The Casio 101-MR is an early handheld calculator from 1974. With a wide and bulky design, it measures 116mm x 154mm x 37.5mm and weighs 312g without batteries. The case consists of a rear dark brown plastic section and a front beige glossy plastic cover. There is a black plastic display area tilted slightly upwards, framed by white lines and silver painted letters displaying the Casio name and model number.
The 101-MR is powered by 4 AA batteries or can use an optional AC adapter. It has a 10 digit vacuum fluorescent display, allowing for full 10 digit calculations. The display also has an extra symbol section on the left showing the status of features like negative numbers, memory, and constant.
As an early calculator, the 101-MR has a limited feature set.

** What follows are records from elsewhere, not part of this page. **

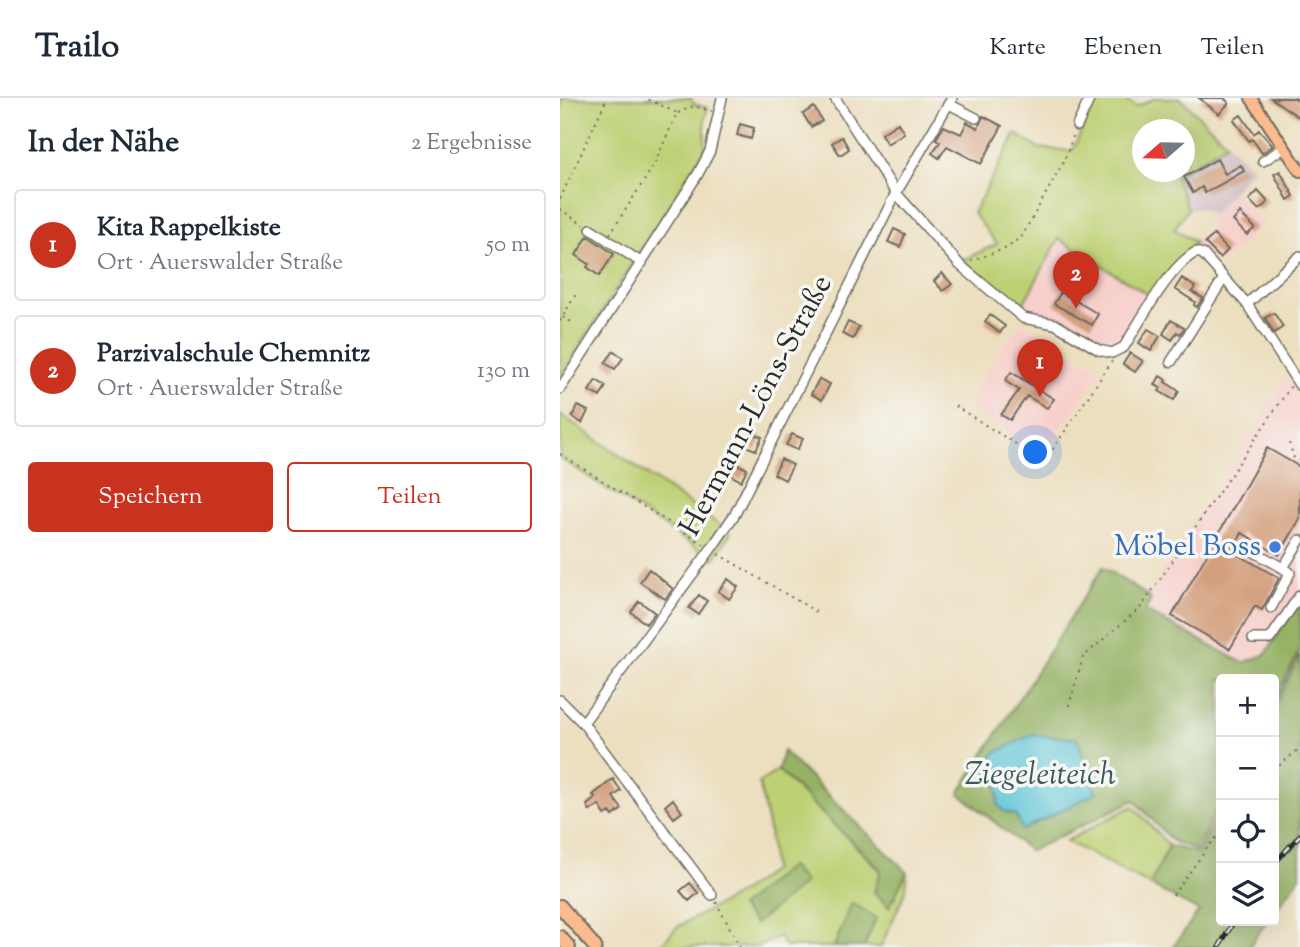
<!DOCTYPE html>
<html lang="de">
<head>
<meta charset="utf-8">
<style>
  :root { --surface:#fff; --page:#f6f6f7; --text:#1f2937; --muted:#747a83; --line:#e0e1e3; --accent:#c8321e }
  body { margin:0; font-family:"Sorts Mill Goudy",serif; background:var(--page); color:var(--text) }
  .controls { position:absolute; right:21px; bottom:21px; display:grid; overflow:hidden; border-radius:7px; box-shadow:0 7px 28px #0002 }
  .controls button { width:63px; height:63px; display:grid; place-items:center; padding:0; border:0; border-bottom:2px solid var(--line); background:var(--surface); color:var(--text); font:35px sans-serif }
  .compass { position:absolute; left:572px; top:21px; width:63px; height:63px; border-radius:50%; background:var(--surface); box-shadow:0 7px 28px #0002; rotate:250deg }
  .you { position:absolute; left:476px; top:355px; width:24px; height:24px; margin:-18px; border:5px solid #fff; border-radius:50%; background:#1a73e8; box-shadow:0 0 0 10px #1a73e833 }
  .badge { display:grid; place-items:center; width:46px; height:46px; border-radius:50%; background:var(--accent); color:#fff; font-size:23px; font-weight:700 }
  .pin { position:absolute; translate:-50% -58px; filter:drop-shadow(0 2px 4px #0008) }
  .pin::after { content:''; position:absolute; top:37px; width:24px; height:21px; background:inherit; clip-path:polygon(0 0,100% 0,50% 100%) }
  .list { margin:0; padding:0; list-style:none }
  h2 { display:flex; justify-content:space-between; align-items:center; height:91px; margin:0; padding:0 28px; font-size:30px }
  h2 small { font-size:23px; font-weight:400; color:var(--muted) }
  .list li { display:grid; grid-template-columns:46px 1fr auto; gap:21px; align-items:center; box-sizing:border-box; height:112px; margin:0 14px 14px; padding:0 14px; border:2px solid var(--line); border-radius:7px }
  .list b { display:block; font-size:26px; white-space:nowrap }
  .list p { margin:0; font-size:23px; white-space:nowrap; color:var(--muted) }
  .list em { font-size:23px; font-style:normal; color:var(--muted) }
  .actions { display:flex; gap:14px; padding:21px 28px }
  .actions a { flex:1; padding:16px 0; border:2px solid var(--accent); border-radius:7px; text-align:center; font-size:24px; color:var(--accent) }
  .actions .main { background:var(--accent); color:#fff }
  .icon { flex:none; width:38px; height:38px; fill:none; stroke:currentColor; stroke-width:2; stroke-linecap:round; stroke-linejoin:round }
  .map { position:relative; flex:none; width:740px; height:849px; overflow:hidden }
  header { display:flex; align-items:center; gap:42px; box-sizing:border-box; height:98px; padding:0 35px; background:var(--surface); border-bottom:2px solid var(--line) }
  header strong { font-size:33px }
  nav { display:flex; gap:38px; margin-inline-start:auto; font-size:24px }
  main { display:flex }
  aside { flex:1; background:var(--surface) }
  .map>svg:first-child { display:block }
</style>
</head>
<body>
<header>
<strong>Trailo</strong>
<nav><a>Karte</a><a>Ebenen</a><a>Teilen</a></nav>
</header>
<main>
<aside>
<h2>In der Nähe<small>2 Ergebnisse</small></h2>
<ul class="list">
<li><span class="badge">1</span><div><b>Kita Rappelkiste</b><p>Ort · Auerswalder Straße</p></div><em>50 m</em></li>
<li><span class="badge">2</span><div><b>Parzivalschule Chemnitz</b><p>Ort · Auerswalder Straße</p></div><em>130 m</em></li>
</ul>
<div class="actions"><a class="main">Speichern</a><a>Teilen</a></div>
</aside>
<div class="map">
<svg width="740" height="849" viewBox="0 0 740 849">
  <rect width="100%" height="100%" fill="#f6f6f2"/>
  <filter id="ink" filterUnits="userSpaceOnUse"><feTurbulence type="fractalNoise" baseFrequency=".0143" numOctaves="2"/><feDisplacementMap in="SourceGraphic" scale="14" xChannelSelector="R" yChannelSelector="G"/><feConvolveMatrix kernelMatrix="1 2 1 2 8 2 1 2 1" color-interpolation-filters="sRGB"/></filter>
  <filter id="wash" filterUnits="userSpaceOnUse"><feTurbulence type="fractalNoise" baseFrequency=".00686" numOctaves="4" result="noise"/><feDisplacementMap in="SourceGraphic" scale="28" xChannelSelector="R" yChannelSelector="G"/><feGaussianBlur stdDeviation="1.57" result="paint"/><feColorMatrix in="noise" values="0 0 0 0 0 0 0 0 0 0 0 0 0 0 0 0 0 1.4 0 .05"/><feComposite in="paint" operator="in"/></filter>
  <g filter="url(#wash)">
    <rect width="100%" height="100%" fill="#ecdfbf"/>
    <path fill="#f7d0cc" d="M672,94L704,126L660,166L635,145L652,130L648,123Z
      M498,140L595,201L560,245L546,247L491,219L475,217L462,208Z
      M461,224L541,273L481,358L407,307L431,266Z
      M726,280L740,300V500L706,556L683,565L585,513L591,502L588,498Z"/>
    <path fill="#d2bec3" d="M667,45L693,70L652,117L644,111H628L615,78L624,74L625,72Z"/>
    <path fill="#bdd073" stroke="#747e4f" stroke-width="2" d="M4,0H131L134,6L148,10L145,19V51L0,279V10Z
      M537,0H562L576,9L595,0H620L667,45L625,72L624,32H582V74H622L615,78L628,111L614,131L635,144L615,170L595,201L499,141L462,208L402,162L437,146L413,115L456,36L478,50L512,53Z
      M0,316L171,435L154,461L0,360Z
      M218,672L321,773L329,809L347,774L346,792L321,849H304L316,820L292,805L274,849H225L219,838L197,849H99L117,829L179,796L213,772L209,732L199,685Z
      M573,708L609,748L590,787L506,743Z"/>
    <path fill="#96b265" stroke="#606e48" stroke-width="2" fill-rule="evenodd" d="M543,469L588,498L591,502L585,513L683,565L706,556L740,500V552L714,602V581H661V703L636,752L612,743L574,702L470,753L399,695ZM432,668L536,695L456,717C431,711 442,704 436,686C434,679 432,675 432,668Z
      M740,557V779L714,814V608Z
      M223,653L347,774L329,809L314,794L321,772L218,672Z
      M661,710V823H707L689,849H613L639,813L590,787L609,748L638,755Z
      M230,768L245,785L195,826L180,809Z
      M292,805L316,820L304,849H274Z"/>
    <path fill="#59c3d5" stroke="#427780" stroke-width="2" d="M473,636L517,641L536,695L462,732L456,717L445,714L438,707C438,701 438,693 437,687C433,672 431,673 433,656Z"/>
    <g id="blocks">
      <path fill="#d39f7b" d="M639,0H664L669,5L659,16Z
        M711,0H735L740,4V20Z
        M254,9L262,23L251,29L243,16Z
        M681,17L694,36L699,32L713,48L702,55L692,41L689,43L674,22Z
        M423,18L442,28L421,66L387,48L379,60L372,55L380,44L376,41L384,28L401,36L407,24L418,30Z
        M338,25L344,35L327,46L321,36Z
        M180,26L194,30L191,41L177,37Z
        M282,39L289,51L280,57L272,45Z
        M657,61L665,76L681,67L684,73L645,95L642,89L633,95L624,79Z
        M720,73L734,98L728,102L714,76Z
        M698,93L708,104L699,112L689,102Z
        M680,115L695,130L687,137L673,123Z
        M334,131L345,136L340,149L328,144Z
        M654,137L668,152L660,160L645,145Z
        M28,138L54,156L39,178L27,169L29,166L16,157Z
        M382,175L392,186L383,193L374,183Z
        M622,180L635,189L632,194L643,200L637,209L634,207L635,204L615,191Z
        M501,194L538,216L532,227L494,206Z
        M714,215L723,229L714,235L705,220Z
        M430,217L445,228L440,235L425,224Z
        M611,222L624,230L620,236L617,234L612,242L603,236Z
        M288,224L299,229L293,241L282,236Z
        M588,231L600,238L591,253L579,245Z
        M54,253L63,260L55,271L45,265Z
        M570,255L583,263L575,274L563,266Z
        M451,274L494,301L487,310L467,298L450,322L441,317L459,292L445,283Z
        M600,278L606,282L605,284L619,293L614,302L599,293L601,290L595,287Z
        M259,281L270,286L262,302L251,296Z
        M36,282L46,288L40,299L29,293Z
        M18,308L28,313L22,325L12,319Z
        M190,334L202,339L196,352L185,348Z
        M232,336L243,341L237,352L226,347Z
        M707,350L740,369V421L719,457L682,435L672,453L719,480L702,512L695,508L670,551L612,518Z
        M221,361L233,367L225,382L214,376Z
        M177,366L187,371L181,383L170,377Z
        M89,471L113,491L105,501L80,484Z
        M168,481L178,489L169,501L158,493Z
        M139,497L147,503L138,516L129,510Z
        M79,503L95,515L86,526L71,514Z
        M53,681L61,693L53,699L62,711L53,718L50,714L45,717L39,707L30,713L27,707L36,700L33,697Z
        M113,701L122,714L114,720L105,708Z
        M130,785L138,795L129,803L120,793Z"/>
    </g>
  </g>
  <g filter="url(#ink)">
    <use href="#blocks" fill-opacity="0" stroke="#6f6a5f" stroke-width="2"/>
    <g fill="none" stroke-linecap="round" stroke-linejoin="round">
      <g stroke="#6f6a5f" stroke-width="12">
        <path id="minor" d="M275,0L336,95L400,167L463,220L495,226L539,252L552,255L564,249C581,222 609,169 636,154L643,156L687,206L740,288
          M389,6L416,20
          M517,28L530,0
          M703,63L724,50
          M31,131L82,165
          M687,206L740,158
          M611,264L664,180
          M0,291L138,76L150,53L162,0
          M686,449L723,470
          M711,510L730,475L723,470L740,442
          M693,541H710L740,497
          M0,602L23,625L152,797
          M23,625L151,451L175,416L336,95L392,0"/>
      </g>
      <g stroke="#6f6a5f" stroke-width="14">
        <path id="major" d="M691,0L740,73"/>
      </g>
      <g stroke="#6f6a5f" stroke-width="16">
        <path id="highway" d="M0,808L35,849
          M0,839L9,849"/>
      </g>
      <path stroke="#6f6a5f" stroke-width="2" stroke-dasharray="2 5" stroke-linecap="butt" d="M0,3L1,0
        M118,15L133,8L152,13
        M0,101L47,0
        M0,111L24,127
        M50,136L94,67L117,15L85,0
        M411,163L447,150L462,138L503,65L514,36
        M3,219L15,226
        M0,223L16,196
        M395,308L483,363L487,360L552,263
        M729,345L734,360L740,363
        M0,356L145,447
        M158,456L260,516
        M509,608L523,559L582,508L731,288
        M714,672L740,650
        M613,797L648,749L661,734
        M156,804L180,849"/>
      <use href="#minor" stroke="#fff" stroke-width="9"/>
      <use href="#major" stroke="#fbbb8d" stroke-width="10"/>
      <use href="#highway" stroke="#fbbb8d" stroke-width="12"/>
      <g stroke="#2b2b2b" stroke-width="5">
        <path id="rail" d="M714,766L740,737
          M659,849L674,823"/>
      </g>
      <use href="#rail" stroke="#f6f6f2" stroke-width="2.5" stroke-dasharray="8" stroke-linecap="butt"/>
    </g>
  </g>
  <circle fill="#3f7fe0" stroke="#f6f6f2" stroke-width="2.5" cx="715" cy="449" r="7"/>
  <g text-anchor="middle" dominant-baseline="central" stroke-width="7" stroke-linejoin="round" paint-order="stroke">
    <g font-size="30" fill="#2b2b2b" stroke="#f6f6f2">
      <text transform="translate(197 308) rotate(-62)">Hermann-Löns-Straße</text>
    </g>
    <g font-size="30" fill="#366cbe" stroke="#f6f6f2" text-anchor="end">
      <text x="701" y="449">Möbel Boss</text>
    </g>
    <g font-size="32" font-style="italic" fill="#39595e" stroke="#f6f6f2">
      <text x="480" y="678">Ziegeleiteich</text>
    </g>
  </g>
</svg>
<div class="controls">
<button>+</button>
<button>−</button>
<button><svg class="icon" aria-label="locate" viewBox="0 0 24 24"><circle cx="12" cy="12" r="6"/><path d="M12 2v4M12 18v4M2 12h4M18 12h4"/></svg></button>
<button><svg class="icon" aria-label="layers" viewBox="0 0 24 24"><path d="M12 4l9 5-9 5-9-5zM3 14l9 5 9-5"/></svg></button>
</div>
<svg class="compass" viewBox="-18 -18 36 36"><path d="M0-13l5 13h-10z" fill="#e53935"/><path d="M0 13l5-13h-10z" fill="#747a83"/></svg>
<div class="you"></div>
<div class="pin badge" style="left:480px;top:299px">1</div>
<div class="pin badge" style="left:516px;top:211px">2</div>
</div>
</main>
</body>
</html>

It can do basic four function math, percentages, square roots, and memory storage. It also has options for decimal point selection, rounding, and using a constant. The keyboard uses a Reverse Polish Notation input style, which was common at the time.
Inside, the 101-MR utilizes a Hitachi HD32612P processor and a separate keyboard circuit board connected by wires. The vintage logic provides some quirks to using the device. Overflow or errors will lock up the calculator, needing a full reset. It also allows negative square roots, causing the display to flicker.
The 101-MR shows the transition period when handheld calculators were still large devices limited by the technology of the era. By 1975, Casio had introduced smaller and more powerful models. But the 101-MR represents an important milestone in bringing complex math calculations into a portable consumer product.